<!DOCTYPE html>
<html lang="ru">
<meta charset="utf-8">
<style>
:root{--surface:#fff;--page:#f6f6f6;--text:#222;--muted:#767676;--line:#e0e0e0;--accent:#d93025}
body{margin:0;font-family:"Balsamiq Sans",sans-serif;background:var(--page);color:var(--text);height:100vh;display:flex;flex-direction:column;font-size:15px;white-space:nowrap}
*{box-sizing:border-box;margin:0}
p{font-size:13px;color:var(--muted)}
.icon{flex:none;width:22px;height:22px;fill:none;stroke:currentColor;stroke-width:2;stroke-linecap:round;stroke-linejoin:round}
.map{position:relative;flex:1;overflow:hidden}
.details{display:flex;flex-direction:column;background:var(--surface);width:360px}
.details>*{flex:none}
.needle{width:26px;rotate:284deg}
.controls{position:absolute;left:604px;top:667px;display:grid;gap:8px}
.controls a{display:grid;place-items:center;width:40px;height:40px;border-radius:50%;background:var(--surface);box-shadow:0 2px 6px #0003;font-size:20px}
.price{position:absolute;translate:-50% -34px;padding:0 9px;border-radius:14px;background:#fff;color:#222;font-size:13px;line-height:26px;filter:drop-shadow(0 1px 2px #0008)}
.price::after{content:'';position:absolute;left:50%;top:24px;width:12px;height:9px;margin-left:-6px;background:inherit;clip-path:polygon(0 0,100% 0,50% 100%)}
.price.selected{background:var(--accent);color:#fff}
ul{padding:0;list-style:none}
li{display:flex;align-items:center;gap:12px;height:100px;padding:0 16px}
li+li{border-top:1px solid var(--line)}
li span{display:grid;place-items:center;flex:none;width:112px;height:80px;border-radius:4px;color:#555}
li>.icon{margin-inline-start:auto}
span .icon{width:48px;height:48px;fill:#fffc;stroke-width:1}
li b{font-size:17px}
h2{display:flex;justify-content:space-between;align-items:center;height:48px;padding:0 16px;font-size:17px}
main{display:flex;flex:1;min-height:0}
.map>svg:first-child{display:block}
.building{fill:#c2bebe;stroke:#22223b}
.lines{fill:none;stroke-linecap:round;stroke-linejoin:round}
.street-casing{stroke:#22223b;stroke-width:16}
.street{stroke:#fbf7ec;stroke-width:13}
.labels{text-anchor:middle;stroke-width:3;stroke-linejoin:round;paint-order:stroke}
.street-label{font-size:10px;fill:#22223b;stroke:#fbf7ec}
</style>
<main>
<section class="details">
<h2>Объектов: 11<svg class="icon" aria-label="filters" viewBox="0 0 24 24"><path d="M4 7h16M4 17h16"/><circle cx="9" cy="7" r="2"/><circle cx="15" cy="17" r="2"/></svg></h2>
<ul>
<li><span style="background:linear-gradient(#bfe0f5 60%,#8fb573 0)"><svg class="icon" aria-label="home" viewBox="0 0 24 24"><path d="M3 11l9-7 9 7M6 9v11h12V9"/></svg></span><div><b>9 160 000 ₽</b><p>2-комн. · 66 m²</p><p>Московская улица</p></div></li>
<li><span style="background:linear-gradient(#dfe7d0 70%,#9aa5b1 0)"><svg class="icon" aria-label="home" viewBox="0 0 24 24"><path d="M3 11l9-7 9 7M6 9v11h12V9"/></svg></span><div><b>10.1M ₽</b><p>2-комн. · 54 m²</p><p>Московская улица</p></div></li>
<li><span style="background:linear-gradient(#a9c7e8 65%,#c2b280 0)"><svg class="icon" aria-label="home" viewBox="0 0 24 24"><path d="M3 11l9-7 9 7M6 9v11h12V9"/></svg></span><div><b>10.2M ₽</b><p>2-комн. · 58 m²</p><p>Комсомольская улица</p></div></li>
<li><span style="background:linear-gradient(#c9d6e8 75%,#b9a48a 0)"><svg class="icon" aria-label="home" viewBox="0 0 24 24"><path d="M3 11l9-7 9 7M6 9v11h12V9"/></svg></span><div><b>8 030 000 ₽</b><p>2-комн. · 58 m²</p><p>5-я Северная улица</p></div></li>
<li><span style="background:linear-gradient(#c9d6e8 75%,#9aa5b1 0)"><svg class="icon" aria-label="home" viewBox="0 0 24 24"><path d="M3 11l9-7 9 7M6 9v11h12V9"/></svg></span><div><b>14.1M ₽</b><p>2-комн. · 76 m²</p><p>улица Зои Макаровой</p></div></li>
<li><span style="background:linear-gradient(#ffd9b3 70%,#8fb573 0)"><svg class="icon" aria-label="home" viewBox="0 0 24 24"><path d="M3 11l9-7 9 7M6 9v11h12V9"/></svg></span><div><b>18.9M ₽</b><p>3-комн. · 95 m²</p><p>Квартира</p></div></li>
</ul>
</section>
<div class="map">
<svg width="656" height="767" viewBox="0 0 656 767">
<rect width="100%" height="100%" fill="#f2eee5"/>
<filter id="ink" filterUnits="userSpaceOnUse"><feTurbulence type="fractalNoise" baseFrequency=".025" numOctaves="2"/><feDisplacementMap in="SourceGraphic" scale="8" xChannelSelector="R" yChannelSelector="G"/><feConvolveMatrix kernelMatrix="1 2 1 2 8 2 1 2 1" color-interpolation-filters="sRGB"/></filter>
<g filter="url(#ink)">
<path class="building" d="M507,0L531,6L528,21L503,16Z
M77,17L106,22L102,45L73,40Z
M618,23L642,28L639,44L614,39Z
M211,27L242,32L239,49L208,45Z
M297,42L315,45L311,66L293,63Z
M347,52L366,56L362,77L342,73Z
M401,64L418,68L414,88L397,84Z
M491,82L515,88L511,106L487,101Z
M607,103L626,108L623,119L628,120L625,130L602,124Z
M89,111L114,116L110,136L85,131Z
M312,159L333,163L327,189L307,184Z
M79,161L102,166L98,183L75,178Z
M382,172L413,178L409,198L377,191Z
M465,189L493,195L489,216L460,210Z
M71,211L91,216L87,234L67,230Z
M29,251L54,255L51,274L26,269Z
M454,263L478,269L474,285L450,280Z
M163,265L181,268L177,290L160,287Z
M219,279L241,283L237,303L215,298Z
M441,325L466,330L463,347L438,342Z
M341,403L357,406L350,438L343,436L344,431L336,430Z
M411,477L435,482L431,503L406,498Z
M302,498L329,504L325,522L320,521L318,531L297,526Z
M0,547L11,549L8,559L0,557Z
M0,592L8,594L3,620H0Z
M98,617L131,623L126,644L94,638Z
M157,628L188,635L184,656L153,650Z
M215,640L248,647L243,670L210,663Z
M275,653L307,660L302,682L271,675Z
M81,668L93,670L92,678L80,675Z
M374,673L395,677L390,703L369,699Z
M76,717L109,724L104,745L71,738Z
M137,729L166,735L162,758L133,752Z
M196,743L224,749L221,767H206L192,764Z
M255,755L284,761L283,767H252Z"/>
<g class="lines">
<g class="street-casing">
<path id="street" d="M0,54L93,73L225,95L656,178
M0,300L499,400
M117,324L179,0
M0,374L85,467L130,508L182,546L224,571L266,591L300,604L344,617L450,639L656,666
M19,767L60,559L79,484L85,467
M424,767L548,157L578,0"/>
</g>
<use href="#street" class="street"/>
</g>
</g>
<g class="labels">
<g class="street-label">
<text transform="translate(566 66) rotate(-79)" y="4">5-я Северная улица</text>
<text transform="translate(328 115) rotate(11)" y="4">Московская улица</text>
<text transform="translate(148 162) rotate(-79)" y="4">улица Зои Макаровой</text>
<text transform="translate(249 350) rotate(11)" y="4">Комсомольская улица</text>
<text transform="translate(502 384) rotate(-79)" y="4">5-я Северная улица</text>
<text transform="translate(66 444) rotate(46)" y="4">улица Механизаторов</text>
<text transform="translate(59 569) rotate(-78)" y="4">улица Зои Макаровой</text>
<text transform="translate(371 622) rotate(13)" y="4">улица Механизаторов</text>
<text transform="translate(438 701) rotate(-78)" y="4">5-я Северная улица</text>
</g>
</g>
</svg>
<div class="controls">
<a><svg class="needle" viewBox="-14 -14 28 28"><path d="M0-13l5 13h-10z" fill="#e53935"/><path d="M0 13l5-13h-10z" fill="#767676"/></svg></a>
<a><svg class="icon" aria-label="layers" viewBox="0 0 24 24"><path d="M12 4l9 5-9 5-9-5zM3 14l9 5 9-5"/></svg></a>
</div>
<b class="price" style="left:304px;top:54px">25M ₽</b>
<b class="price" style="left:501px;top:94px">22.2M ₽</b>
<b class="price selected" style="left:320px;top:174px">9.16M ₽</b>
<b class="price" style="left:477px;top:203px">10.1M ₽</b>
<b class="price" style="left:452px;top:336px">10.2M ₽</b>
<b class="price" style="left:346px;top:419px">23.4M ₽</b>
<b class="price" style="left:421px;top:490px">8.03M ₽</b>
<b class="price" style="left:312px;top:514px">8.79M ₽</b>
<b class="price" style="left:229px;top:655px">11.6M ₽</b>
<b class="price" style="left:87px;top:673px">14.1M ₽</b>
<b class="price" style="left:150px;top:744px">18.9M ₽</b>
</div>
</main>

☆ ☆ ☆ ☆ ☆ ☆ ☆

#### [Exercise description]
Could you copy each line of the material that holds "column"?

#### [Solution for this problem]
body{margin:0;font-family:"Balsamiq Sans",sans-serif;background:var(--page);color:var(--text);height:100vh;display:flex;flex-direction:column;font-size:15px;white-space:nowrap}
.details{display:flex;flex-direction:column;background:var(--surface);width:360px}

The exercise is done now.